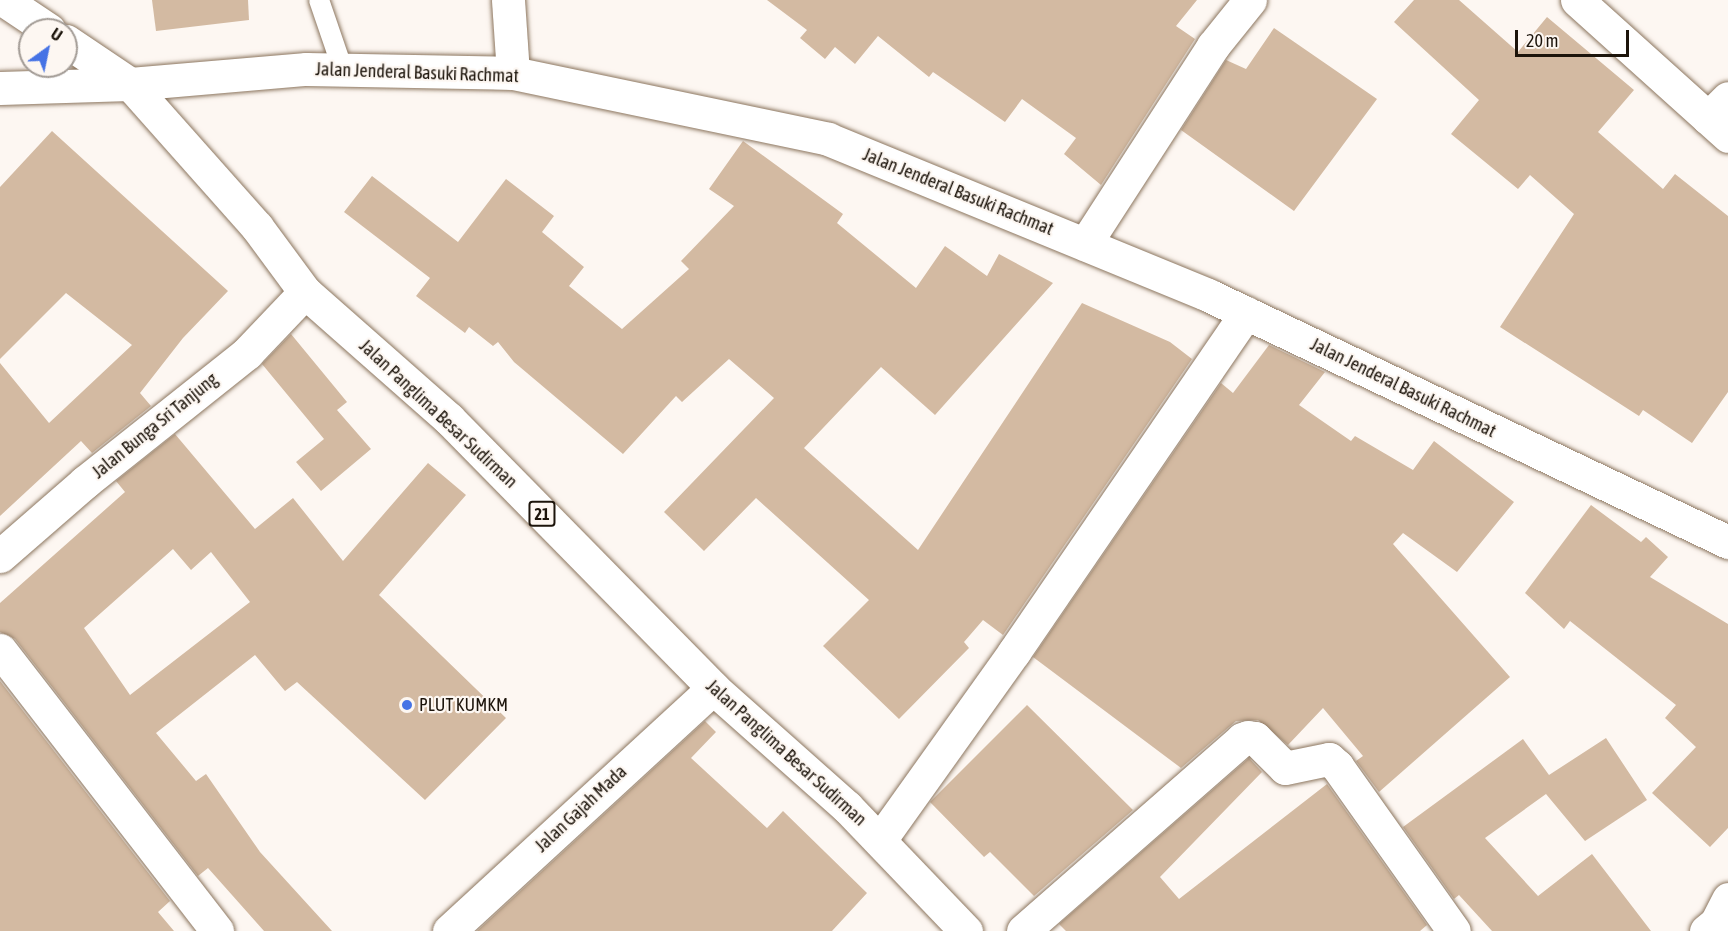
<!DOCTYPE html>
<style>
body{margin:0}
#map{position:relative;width:1728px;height:931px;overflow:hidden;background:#fdf7f2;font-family:"Asap Condensed",sans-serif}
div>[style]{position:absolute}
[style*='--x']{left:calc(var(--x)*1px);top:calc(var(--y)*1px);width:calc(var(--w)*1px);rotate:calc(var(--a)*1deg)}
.building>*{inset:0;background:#d3baa2}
.roads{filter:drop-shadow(0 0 2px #8c765f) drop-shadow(0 0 2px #8c765f)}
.lane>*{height:20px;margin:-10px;padding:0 10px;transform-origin:10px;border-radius:10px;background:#fff}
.street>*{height:33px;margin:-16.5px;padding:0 16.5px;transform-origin:16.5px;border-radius:16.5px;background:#fff}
.secondary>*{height:33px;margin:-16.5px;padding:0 16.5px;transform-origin:16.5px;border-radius:16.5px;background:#fff}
.primary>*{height:33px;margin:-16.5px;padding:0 16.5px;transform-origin:16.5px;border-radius:16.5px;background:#fff}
.highway>*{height:33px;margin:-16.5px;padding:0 16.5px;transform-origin:16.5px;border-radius:16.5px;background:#fff}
.dots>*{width:16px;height:16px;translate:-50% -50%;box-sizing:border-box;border:3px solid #fdf7f2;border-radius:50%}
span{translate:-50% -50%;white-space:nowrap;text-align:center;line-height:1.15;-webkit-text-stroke:4.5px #fdf7f2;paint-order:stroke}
.shield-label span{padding:2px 4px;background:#fdf7f2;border:2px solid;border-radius:4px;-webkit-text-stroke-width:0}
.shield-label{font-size:16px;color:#1c140b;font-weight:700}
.street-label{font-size:18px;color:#1c140b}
.poi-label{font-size:18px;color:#1c140b}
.left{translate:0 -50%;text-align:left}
.north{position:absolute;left:18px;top:18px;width:60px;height:60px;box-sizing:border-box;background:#fdf7f2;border:2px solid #a39c96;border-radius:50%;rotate:33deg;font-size:16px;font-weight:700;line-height:24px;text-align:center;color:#1c140b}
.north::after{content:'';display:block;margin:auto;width:21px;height:27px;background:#4673e5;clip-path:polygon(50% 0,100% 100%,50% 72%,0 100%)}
.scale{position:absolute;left:1515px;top:30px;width:114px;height:27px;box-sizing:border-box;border:3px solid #1c140b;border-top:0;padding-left:8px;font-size:18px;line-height:21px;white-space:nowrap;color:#1c140b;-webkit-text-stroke:4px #fdf7f2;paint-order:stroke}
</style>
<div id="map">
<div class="building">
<div style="clip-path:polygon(152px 0,248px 0,249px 20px,156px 31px)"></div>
<div style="clip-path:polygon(767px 0,1197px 0,1176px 26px,1195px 39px,1101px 185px,1064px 154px,1076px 138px,1022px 99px,1005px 122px,933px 72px,929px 77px,878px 36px,855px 64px,835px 47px,825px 59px,800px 38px,807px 30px)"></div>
<div style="clip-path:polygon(1414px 0,1459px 0,1518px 52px,1547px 17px,1634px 90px,1598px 132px,1663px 189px,1675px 174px,1728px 216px,1728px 392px,1692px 443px,1643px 410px,1639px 416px,1500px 327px,1574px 214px,1530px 175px,1518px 189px,1451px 134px,1479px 100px,1394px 22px)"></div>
<div style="clip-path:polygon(1274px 28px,1377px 99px,1294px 211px,1181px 130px,1226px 60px,1246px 69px)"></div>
<div style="clip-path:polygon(52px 131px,228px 291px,183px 338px,140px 393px,151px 406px,92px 453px,81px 441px,0 516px,0 363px,49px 423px,132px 345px,66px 293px,0 359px,0 187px)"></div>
<div style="clip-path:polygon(743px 141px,843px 214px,837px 223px,916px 288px,945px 246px,987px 276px,999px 254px,1053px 283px,935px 415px,881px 367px,804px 448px,918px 550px,1082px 303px,1170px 342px,1192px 359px,1003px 635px,983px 620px,964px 642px,969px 648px,899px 719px,823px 646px,869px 600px,756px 498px,704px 551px,664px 512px,774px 398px,729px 359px,682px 402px,676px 396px,623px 454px,514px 362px,498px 342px,493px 346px,469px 327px,465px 333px,416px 296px,430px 278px,344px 212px,372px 176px,458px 242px,506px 179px,554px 216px,542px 232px,584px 267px,569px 286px,622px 329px,689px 269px,681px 261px,734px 206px,709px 189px)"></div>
<div style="clip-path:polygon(291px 334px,347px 402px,337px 410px,371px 449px,321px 491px,296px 462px,324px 439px,262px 364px)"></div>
<div style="clip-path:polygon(1269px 345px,1325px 372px,1299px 405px,1351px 441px,1355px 436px,1413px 470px,1434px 441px,1514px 502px,1457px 572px,1403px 533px,1393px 544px,1510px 677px,1379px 792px,1356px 761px,1363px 756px,1323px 708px,1288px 745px,1258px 720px,1236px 721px,1181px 768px,1033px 657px,1221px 383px,1233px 393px)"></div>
<div style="clip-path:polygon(evenodd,175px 434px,255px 529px,293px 498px,343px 561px,428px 463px,466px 495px,379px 595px,506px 718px,425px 800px,297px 682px,285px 691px,255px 655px,156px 733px,196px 781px,206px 774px,260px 852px,332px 931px,264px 931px,208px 868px,198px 876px,15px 639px,0 632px,0 603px,125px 492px,116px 481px,175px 434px,173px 549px,191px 570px,211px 552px,250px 602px,130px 695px,84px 628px,173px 549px)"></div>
<div style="clip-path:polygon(1591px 505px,1641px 542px,1646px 537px,1668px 557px,1650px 577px,1728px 624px,1728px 828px,1710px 847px,1652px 793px,1696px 747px,1665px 718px,1676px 705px,1570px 621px,1564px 629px,1525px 593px)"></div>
<div style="clip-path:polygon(0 681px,170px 901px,158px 912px,174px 931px,0 931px)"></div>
<div style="clip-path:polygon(1027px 705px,1133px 810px,1034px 896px,990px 852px,984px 857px,930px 802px)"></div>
<div style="clip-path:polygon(705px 721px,716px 732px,691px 758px,767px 828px,783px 811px,867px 893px,832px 931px,477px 931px)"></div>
<div style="clip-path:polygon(1606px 738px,1647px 800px,1585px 841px,1546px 794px,1485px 838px,1538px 896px,1592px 854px,1651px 931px,1492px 931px,1459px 895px,1454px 899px,1403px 827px,1523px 739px,1549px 775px)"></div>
<div style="clip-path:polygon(1249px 758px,1262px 772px,1160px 877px,1179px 899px,1327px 784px,1427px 925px,1420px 931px,1066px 931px,1059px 924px)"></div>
</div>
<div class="roads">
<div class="lane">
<div style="--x:319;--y:0;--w:74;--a:71.1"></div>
</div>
<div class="street">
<div style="--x:1708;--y:118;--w:28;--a:-45"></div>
<div style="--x:1085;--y:244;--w:236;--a:-57.1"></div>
<div style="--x:1213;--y:46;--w:59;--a:-51.2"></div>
<div style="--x:0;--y:556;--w:113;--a:-41"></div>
<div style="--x:85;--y:482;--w:207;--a:-38.5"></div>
<div style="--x:247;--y:353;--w:84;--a:-46.4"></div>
<div style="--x:0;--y:650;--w:355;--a:52.3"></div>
<div style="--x:880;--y:840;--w:231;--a:-54.5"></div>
<div style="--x:1014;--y:652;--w:411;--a:-55.6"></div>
<div style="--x:1023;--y:931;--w:291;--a:-41.2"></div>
<div style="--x:1242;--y:739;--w:6;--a:-18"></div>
<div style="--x:1248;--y:737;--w:7;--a:8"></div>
<div style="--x:1255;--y:738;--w:42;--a:45"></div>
<div style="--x:1285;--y:768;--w:45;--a:-11.6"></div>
<div style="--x:1329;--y:759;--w:11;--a:41"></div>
<div style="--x:1337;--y:766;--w:202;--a:54.7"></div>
<div style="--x:1706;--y:931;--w:13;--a:-39"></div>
<div style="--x:1716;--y:923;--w:27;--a:-63"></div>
</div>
<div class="secondary">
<div style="--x:4;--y:0;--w:54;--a:33.7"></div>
<div style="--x:508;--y:0;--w:73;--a:86.1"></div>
<div style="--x:1577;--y:0;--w:203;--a:42"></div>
<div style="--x:66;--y:41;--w:77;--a:33.9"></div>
<div style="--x:449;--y:931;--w:359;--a:-42.6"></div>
</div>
<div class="primary">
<div style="--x:130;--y:84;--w:177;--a:-4.9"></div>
<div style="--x:306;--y:69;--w:207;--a:1.1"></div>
<div style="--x:513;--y:73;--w:322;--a:11.8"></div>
<div style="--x:828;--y:139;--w:411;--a:22.3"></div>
<div style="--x:1208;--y:295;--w:576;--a:25.41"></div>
</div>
<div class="highway">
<div style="--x:0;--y:88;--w:130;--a:-1.8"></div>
<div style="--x:130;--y:84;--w:191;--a:48.4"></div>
<div style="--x:257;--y:227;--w:81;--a:53.6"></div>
<div style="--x:305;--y:292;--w:192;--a:41.4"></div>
<div style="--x:449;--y:419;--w:377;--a:45.5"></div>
<div style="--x:713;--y:688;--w:179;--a:41.6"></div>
<div style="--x:847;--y:807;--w:172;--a:46.2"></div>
</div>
</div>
<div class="dots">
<div style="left:407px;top:705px;background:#4673e5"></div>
</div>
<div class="shield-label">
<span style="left:542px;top:514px">21</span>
</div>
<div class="street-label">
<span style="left:417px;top:73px;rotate:2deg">Jalan Jenderal Basuki Rachmat</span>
<span style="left:958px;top:192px;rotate:22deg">Jalan Jenderal Basuki Rachmat</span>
<span style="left:1403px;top:388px;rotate:26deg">Jalan Jenderal Basuki Rachmat</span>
<span style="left:438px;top:414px;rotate:43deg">Jalan Panglima Besar Sudirman</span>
<span style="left:155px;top:426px;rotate:-39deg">Jalan Bunga Sri Tanjung</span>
<span style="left:786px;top:753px;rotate:42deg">Jalan Panglima Besar Sudirman</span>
<span style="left:581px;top:809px;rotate:-43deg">Jalan Gajah Mada</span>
</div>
<div class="poi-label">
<span class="left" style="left:419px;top:705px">PLUT KUMKM</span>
</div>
<div class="north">U</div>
<div class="scale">20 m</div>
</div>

**TASK GOAL:**
Where a line of the records has the string "lane", copy that line.

**ANSWER FOR THE TASK:**
.lane>*{height:20px;margin:-10px;padding:0 10px;transform-origin:10px;border-radius:10px;background:#fff}
<div class="lane">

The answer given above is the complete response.